WORK ORDER -> Where a line of the records contains the word "北城大道", show that line.

EXCERPTED DATA ->
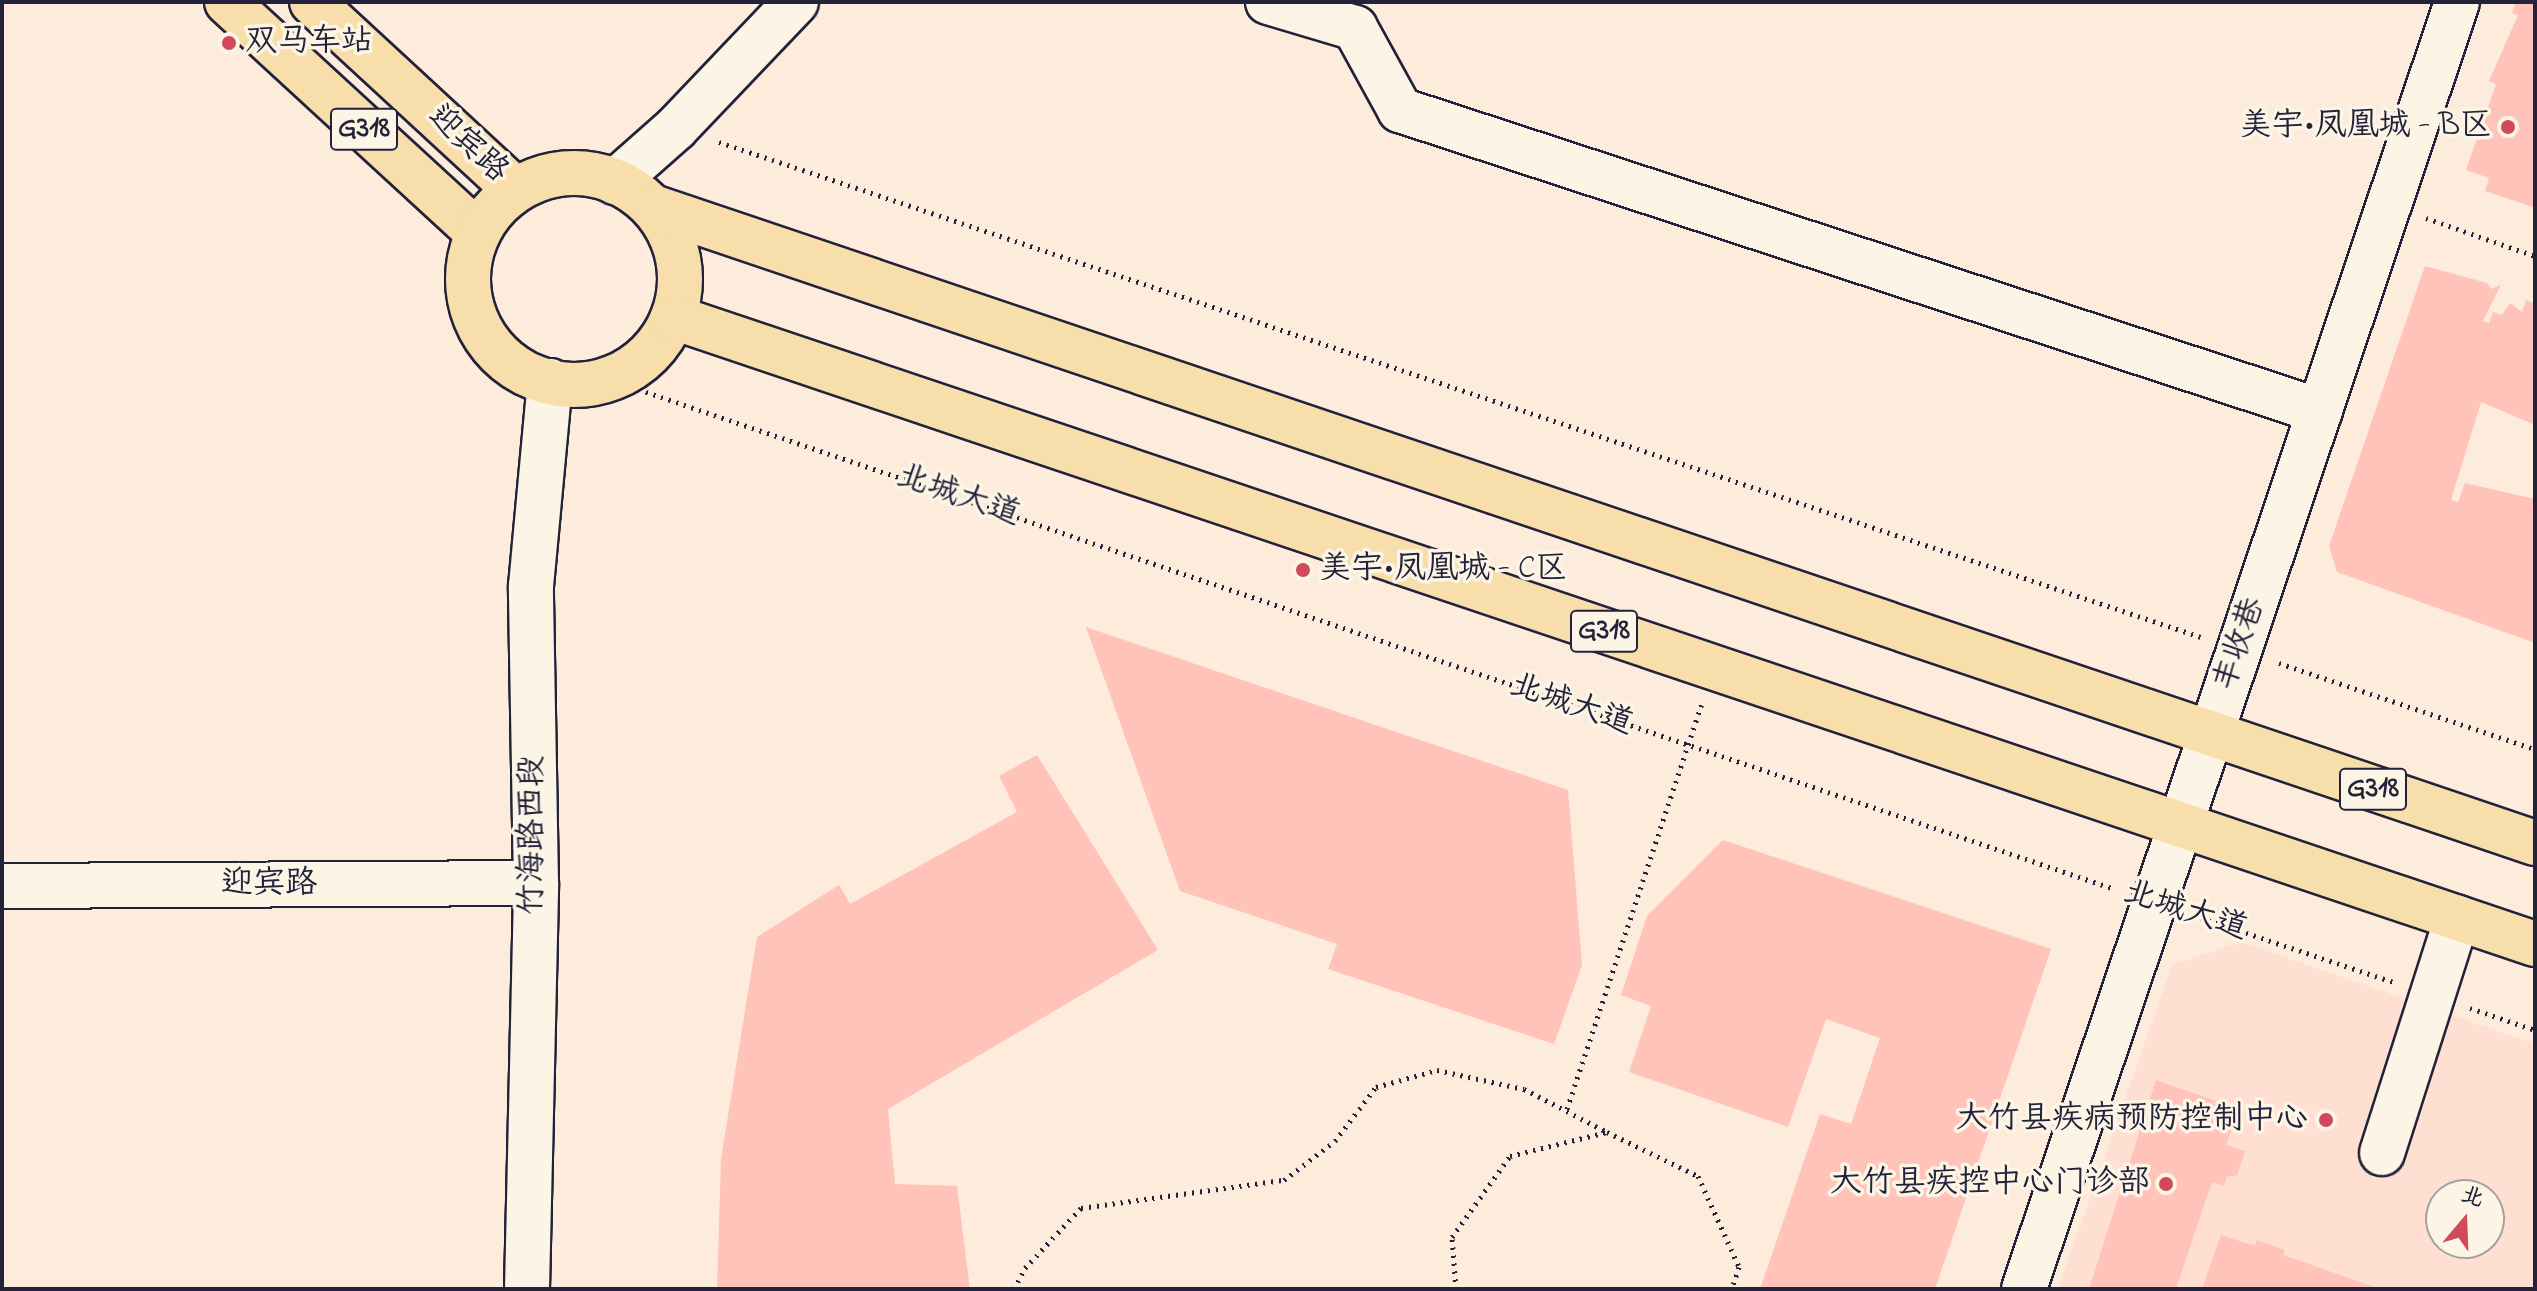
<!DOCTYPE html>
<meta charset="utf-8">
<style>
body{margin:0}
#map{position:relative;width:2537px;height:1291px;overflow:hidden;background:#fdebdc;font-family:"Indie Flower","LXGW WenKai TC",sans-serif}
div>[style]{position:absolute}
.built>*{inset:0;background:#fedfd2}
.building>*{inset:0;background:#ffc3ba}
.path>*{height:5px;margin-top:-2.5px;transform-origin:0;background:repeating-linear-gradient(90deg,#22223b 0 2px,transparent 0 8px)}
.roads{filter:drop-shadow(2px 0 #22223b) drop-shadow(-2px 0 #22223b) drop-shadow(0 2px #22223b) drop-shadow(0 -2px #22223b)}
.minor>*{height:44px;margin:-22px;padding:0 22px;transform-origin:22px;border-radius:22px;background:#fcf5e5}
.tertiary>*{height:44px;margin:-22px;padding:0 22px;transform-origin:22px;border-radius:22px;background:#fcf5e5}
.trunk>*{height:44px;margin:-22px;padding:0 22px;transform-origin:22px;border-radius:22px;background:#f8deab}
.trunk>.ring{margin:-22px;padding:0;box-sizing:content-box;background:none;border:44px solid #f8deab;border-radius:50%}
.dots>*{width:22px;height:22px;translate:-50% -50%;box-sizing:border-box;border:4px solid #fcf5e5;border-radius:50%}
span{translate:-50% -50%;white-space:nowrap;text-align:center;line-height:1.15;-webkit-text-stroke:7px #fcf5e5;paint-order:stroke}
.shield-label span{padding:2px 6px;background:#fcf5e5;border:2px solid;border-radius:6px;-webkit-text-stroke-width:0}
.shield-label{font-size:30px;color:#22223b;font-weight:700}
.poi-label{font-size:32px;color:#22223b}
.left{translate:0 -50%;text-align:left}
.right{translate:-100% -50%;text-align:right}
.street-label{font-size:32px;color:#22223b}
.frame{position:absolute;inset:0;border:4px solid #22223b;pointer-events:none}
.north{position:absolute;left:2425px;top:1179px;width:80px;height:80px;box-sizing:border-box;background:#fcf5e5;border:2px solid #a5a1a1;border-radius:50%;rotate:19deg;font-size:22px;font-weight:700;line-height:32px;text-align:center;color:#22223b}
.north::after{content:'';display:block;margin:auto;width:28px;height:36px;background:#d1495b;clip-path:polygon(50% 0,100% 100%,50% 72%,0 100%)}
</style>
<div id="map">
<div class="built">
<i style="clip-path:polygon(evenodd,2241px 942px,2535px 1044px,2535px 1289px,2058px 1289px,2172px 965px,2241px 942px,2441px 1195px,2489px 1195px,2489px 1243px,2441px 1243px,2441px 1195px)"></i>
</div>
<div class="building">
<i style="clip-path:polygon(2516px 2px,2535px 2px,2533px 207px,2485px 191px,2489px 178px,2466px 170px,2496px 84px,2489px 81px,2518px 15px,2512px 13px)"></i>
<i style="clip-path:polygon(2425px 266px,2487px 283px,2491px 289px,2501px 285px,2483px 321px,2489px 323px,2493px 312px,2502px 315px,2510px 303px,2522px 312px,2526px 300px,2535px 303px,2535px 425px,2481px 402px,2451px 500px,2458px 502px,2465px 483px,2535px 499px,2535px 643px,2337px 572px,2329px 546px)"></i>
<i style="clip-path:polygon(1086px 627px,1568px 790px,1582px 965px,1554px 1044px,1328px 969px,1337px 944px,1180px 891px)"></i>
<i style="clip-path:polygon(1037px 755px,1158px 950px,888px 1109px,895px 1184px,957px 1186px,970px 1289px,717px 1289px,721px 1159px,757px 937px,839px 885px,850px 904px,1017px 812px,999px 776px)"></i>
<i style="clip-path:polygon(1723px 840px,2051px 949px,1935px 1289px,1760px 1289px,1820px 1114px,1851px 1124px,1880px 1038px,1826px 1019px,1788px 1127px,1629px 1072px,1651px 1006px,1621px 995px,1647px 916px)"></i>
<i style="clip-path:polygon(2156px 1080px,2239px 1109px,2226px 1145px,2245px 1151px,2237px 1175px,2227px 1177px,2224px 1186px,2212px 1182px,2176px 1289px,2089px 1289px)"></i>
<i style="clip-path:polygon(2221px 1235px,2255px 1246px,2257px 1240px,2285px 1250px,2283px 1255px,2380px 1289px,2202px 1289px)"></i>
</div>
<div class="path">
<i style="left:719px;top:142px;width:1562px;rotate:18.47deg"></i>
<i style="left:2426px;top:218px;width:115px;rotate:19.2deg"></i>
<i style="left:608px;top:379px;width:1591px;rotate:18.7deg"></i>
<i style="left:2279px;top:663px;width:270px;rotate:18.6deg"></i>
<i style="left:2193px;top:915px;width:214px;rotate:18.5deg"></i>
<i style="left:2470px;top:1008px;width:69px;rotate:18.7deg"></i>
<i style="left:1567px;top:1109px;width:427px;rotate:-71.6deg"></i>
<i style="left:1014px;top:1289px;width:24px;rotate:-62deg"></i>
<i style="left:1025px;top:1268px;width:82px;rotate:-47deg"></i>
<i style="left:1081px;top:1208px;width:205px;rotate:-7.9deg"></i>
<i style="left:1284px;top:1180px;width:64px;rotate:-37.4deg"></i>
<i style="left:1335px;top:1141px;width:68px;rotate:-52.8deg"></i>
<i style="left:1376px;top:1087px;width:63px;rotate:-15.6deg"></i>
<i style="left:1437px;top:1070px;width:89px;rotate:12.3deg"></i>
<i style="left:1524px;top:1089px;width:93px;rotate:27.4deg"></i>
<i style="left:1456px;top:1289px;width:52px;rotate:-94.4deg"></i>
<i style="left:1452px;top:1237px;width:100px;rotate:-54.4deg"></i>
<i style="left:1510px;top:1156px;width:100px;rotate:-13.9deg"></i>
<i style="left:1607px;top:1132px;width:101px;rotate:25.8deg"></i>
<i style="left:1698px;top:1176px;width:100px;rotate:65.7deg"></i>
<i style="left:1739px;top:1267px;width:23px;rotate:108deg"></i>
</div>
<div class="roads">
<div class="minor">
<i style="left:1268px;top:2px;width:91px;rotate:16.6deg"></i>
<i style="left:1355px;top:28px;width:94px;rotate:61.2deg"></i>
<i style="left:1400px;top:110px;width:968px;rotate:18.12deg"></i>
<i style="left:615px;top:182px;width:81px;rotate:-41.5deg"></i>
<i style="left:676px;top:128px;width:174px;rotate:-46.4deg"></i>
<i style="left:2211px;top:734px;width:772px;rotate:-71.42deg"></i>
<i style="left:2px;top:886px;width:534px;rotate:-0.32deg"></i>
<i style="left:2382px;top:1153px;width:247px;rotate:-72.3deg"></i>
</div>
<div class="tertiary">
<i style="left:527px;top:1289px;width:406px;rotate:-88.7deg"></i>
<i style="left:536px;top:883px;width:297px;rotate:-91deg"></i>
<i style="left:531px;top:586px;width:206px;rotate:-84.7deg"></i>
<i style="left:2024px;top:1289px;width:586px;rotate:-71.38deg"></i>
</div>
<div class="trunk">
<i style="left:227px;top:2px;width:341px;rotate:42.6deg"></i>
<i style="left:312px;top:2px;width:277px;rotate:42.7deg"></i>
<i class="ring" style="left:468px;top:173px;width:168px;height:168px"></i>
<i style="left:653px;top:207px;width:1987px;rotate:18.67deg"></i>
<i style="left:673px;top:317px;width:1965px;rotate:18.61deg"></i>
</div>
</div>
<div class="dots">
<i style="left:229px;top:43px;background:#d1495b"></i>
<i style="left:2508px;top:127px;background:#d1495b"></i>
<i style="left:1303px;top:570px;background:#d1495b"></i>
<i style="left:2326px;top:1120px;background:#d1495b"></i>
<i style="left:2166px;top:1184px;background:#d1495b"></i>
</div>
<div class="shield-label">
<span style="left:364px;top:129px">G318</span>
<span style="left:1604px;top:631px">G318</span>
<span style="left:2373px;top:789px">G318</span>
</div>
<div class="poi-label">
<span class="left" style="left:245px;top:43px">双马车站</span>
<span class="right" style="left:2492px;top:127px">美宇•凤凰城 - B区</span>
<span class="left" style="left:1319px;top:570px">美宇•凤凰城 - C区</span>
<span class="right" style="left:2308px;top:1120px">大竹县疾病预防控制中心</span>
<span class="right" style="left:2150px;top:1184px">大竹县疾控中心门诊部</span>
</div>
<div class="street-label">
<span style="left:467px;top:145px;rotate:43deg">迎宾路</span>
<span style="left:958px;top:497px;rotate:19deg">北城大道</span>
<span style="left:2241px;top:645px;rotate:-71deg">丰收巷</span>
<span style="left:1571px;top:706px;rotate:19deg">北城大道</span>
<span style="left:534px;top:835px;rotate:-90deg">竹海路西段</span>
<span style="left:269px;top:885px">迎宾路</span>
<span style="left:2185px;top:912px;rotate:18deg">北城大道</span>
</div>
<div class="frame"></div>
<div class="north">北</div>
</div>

ANSWER BOX ->
<span style="left:958px;top:497px;rotate:19deg">北城大道</span>
<span style="left:1571px;top:706px;rotate:19deg">北城大道</span>
<span style="left:2185px;top:912px;rotate:18deg">北城大道</span>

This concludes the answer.